Context Management

The SDK provides several mechanisms to keep agent context clean and within limits, even during complex multi-step investigations.

Smart Compaction

When context approaches the limit, the SDK performs structured state snapshots that preserve key findings while discarding intermediate reasoning and raw data.

What's preserved:

Key findings and conclusions
Active hypotheses
Entities and relationships discovered
User preferences from the session

What's discarded:

Intermediate reasoning chains
Raw tool outputs already summarized
Superseded hypotheses

Tool Output Masking

A backward-scan FIFO mechanism prunes bulky tool outputs while protecting recent context. Older tool responses are truncated or removed when newer, more relevant data arrives.

The mask operates on a priority system:

Recent tool outputs are protected
Older outputs with summaries already incorporated are candidates for removal
Large raw JSON responses are first to be pruned

Eager Knowledge Loading

All knowledge documents in knowledge/ are loaded into the system prompt at session start. No on-demand fetch, no "which doc should I load" decision turn — the agent sees everything from turn one. This keeps reasoning simple: a user asks about payments-api and the agent already knows the baseline, the patterns, and the team directory without spending a turn on lookup.

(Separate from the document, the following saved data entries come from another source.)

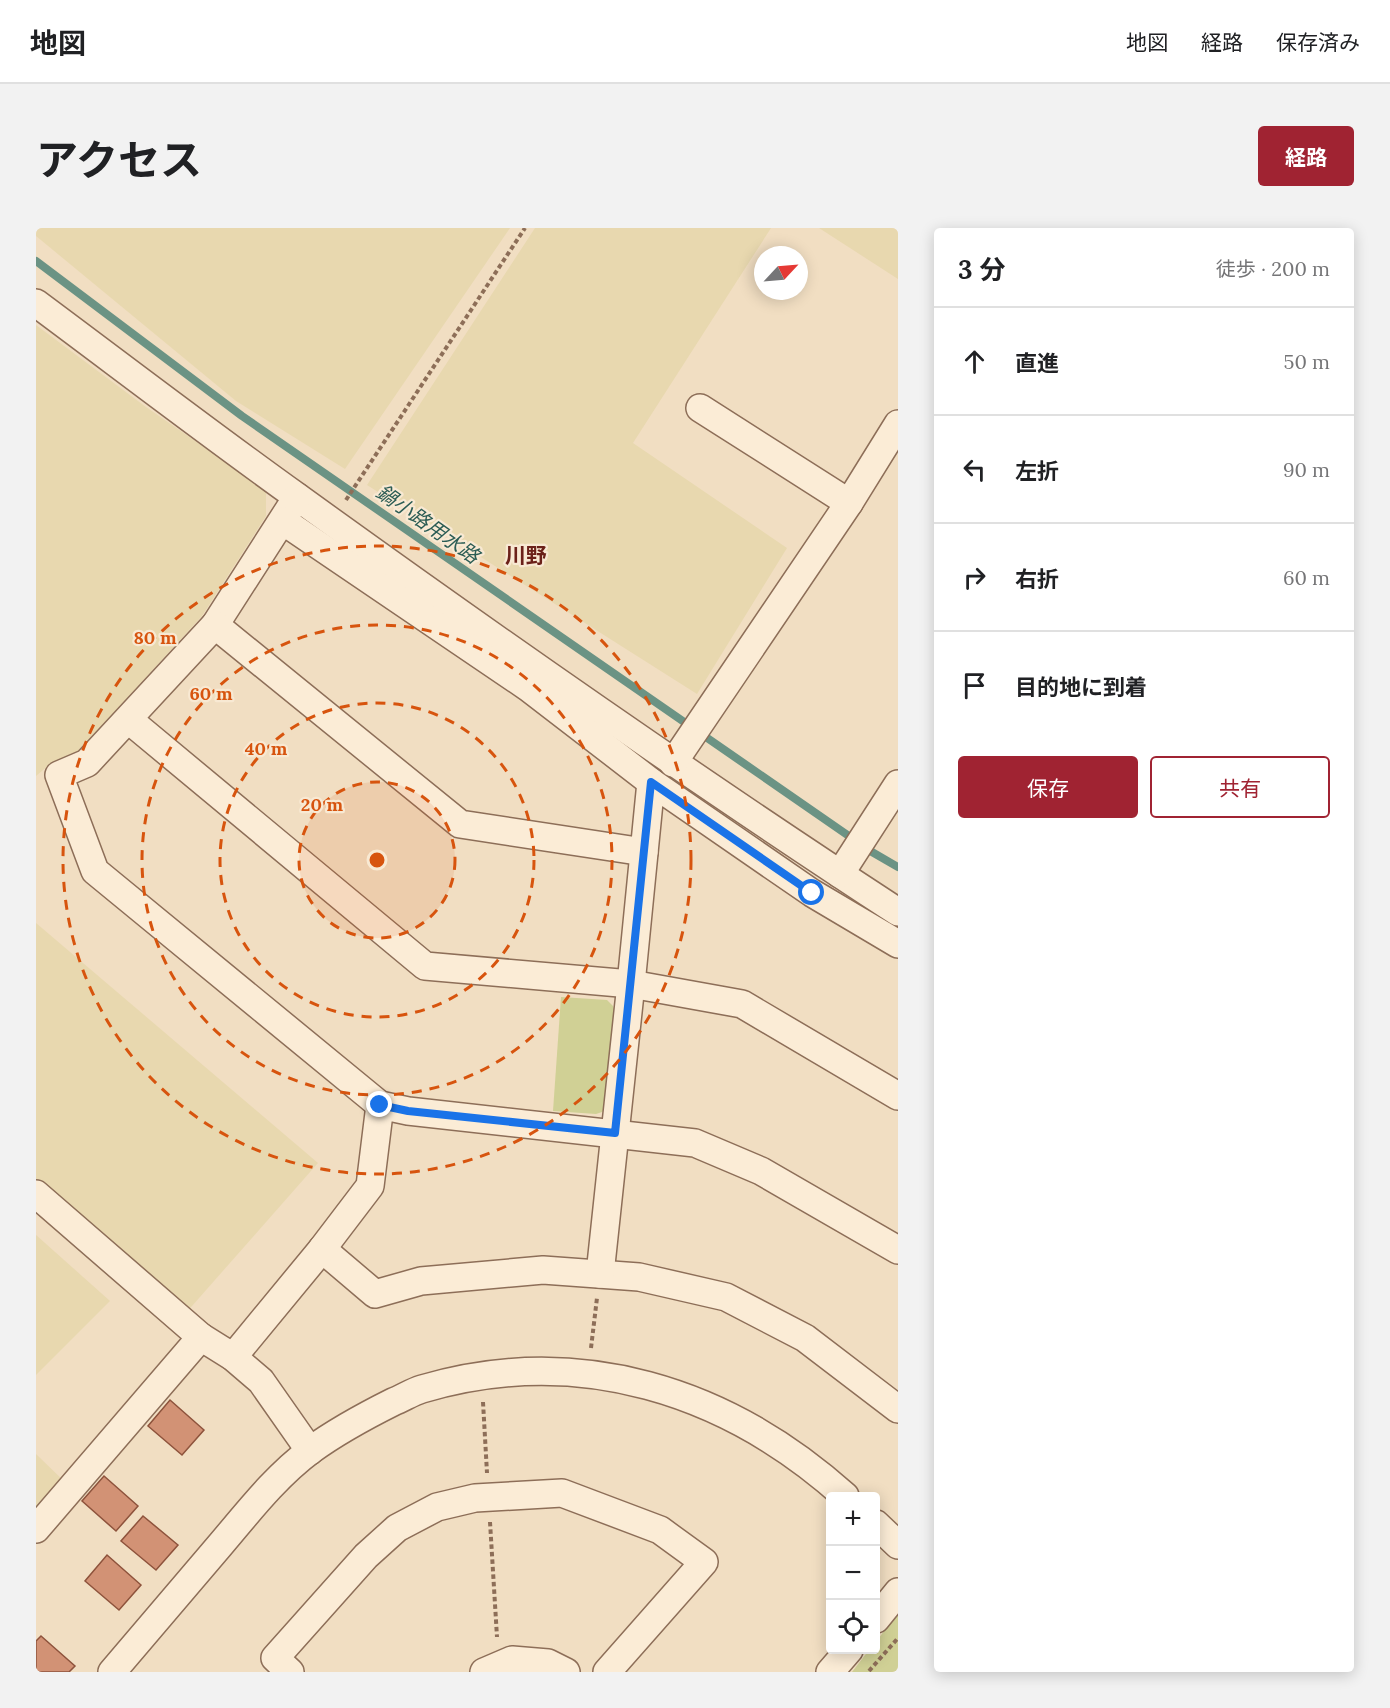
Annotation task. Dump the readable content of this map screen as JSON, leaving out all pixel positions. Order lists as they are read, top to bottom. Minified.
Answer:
{"districts":["川野"],"water":["鍋小路用水路"],"north":"top right","page":{"header":"地図","nav":["地図","経路","保存済み"],"title":"アクセス","buttons":["経路",["保存","共有"]],"heading":["3 分","徒歩 · 200 m"],"list":[["直進","50 m"],["左折","90 m"],["右折","60 m"],"目的地に到着"],"map_buttons":["+","−"]},"rings":["80 m","60 m","40 m","20 m"]}
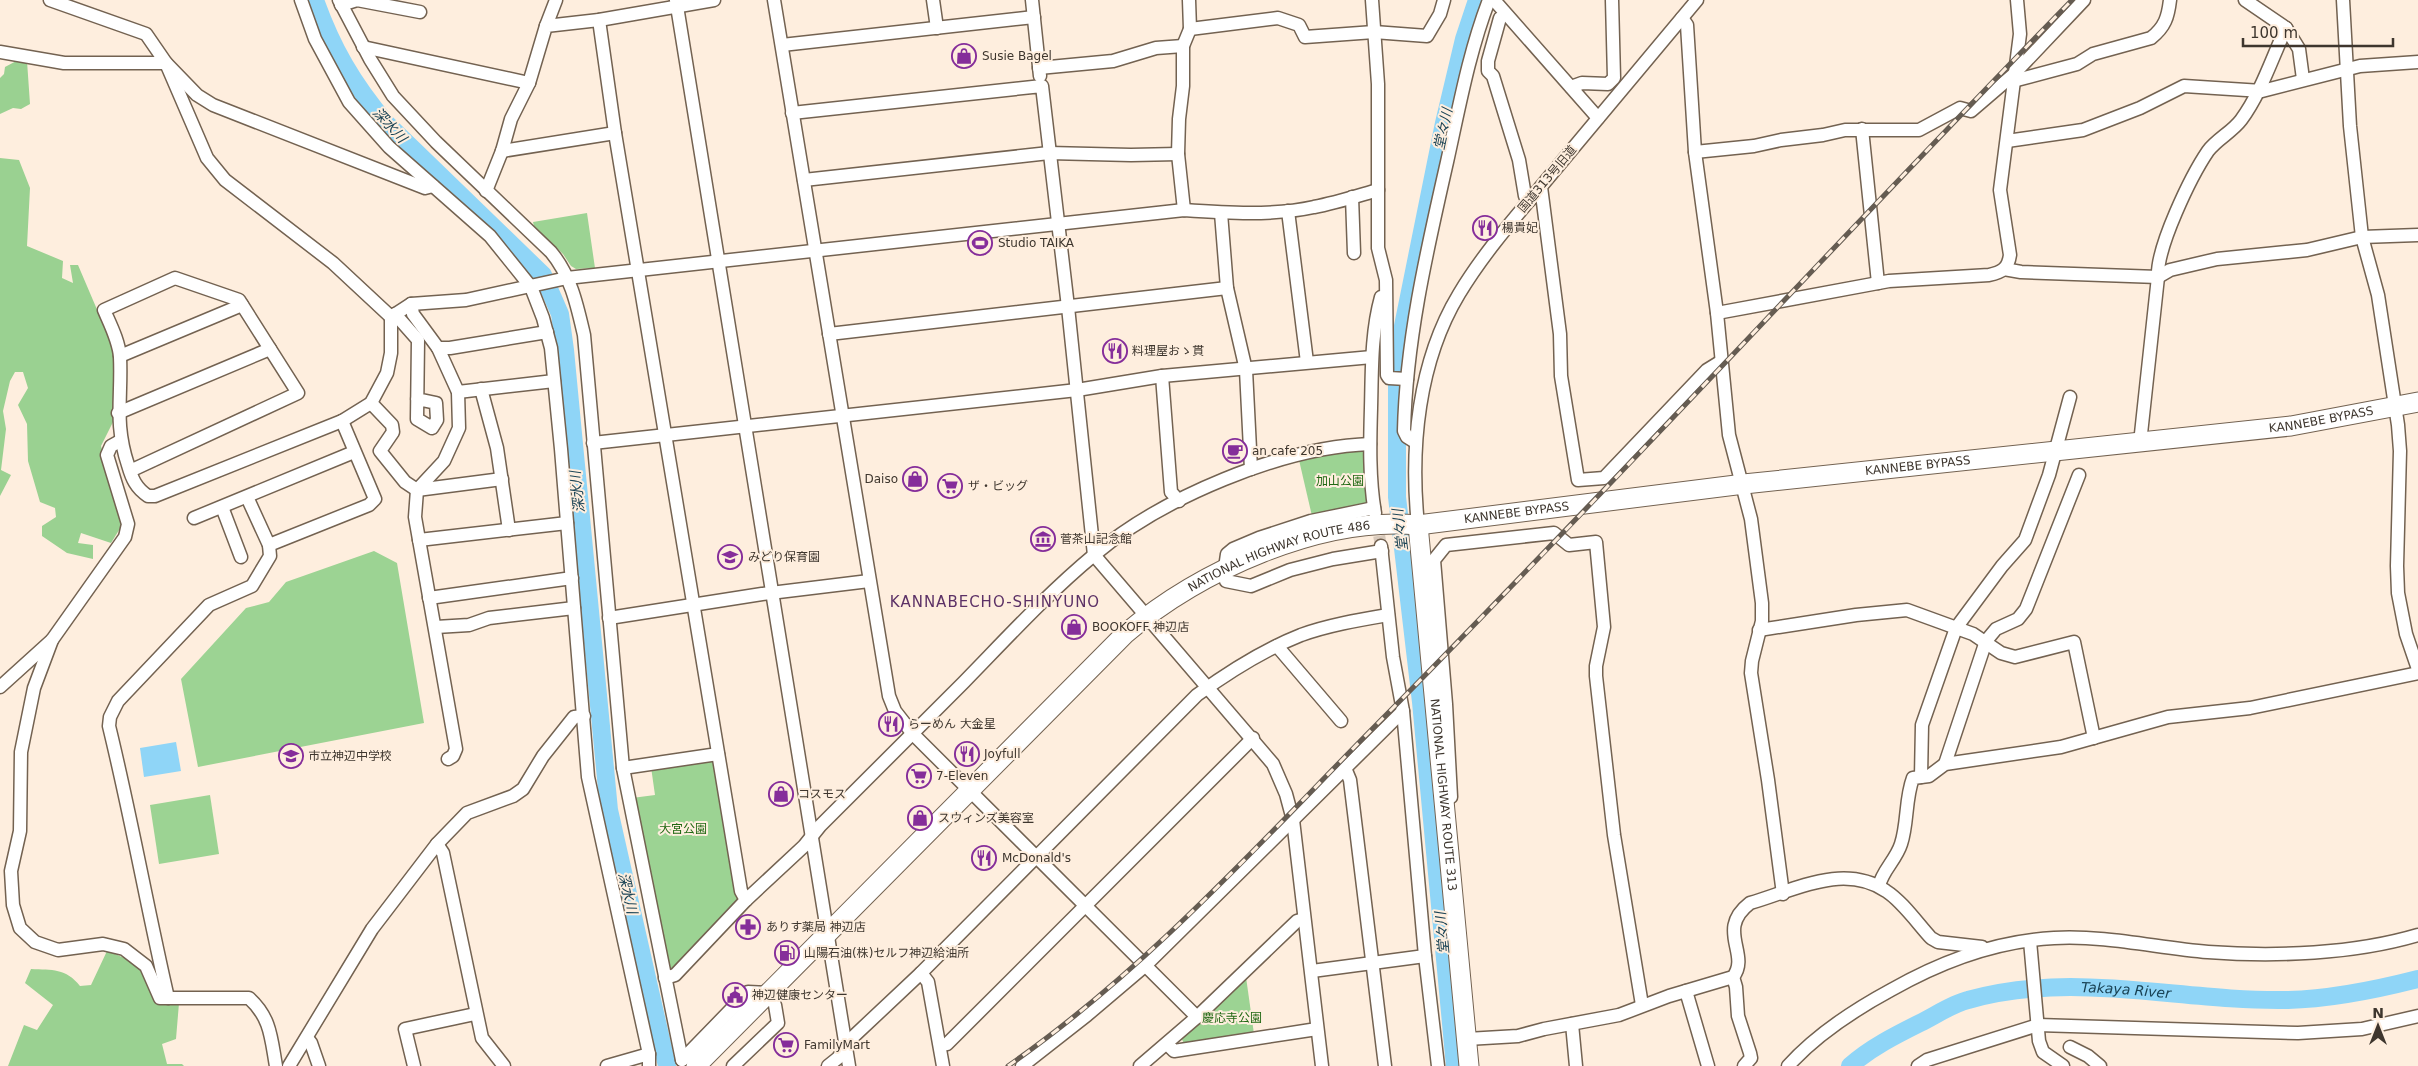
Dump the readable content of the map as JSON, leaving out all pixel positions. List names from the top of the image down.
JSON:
{
  "streets": {
    "highway": ["KANNEBE BYPASS", "NATIONAL HIGHWAY ROUTE 486", "NATIONAL HIGHWAY ROUTE 313"],
    "street": ["国道313号旧道"]
  },
  "crossings": [
    ["国道313号旧道", "KANNEBE BYPASS"],
    ["国道313号旧道", "NATIONAL HIGHWAY ROUTE 486"],
    ["国道313号旧道", "NATIONAL HIGHWAY ROUTE 313"],
    ["KANNEBE BYPASS", "NATIONAL HIGHWAY ROUTE 486"],
    ["KANNEBE BYPASS", "NATIONAL HIGHWAY ROUTE 313"],
    ["NATIONAL HIGHWAY ROUTE 486", "NATIONAL HIGHWAY ROUTE 313"]
  ],
  "districts": ["KANNABECHO-SHINYUNO"],
  "water": ["深水川", "堂々川", "Takaya River"],
  "parks": ["加山公園", "大宮公園", "慶応寺公園"],
  "places": {
    "shop": [
      "Susie Bagel",
      "Daiso",
      "BOOKOFF 神辺店",
      "コスモス",
      "スウィンズ美容室"
    ],
    "restaurant": [
      "楊貴妃",
      "料理屋おゝ貫",
      "らーめん 大金星",
      "Joyfull",
      "McDonald's"
    ],
    "sports": ["Studio TAIKA"],
    "cafe": ["an cafe 205"],
    "supermarket": ["ザ・ビッグ", "7-Eleven", "FamilyMart"],
    "museum": ["菅茶山記念館"],
    "school or university": ["みどり保育園", "市立神辺中学校"],
    "pharmacy": ["ありす薬局 神辺店"],
    "fuel station": ["山陽石油(株)セルフ神辺給油所"],
    "public building": ["神辺健康センター"]
  },
  "scale_bar": "100 m",
  "north": "top"
}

System prompt: [full knowledge docs inline — 3-8K tokens typical]
  knowledge/environment.md: Production environment...
  knowledge/baselines.md: Service baselines...
  knowledge/patterns.md: Known patterns...
  knowledge/team.md: Team directory...

Sub-agents share the parent's context compiler, so they also start with full knowledge loaded.

This works because realistic knowledge bases are small (~20 docs, a few thousand tokens total). If your knowledge base starts to crowd the context window, split by session type (separate repos or personas) rather than adding retrieval — lookup turns compound across every investigation and the cost outweighs the context savings.

Loop Detection

The SDK detects when an agent enters unproductive loops:

Pattern matching — repeated identical tool calls or reasoning patterns
LLM-based detection — the model evaluates whether it's making progress

When a loop is detected, the agent is nudged to try a different approach or escalate to the user.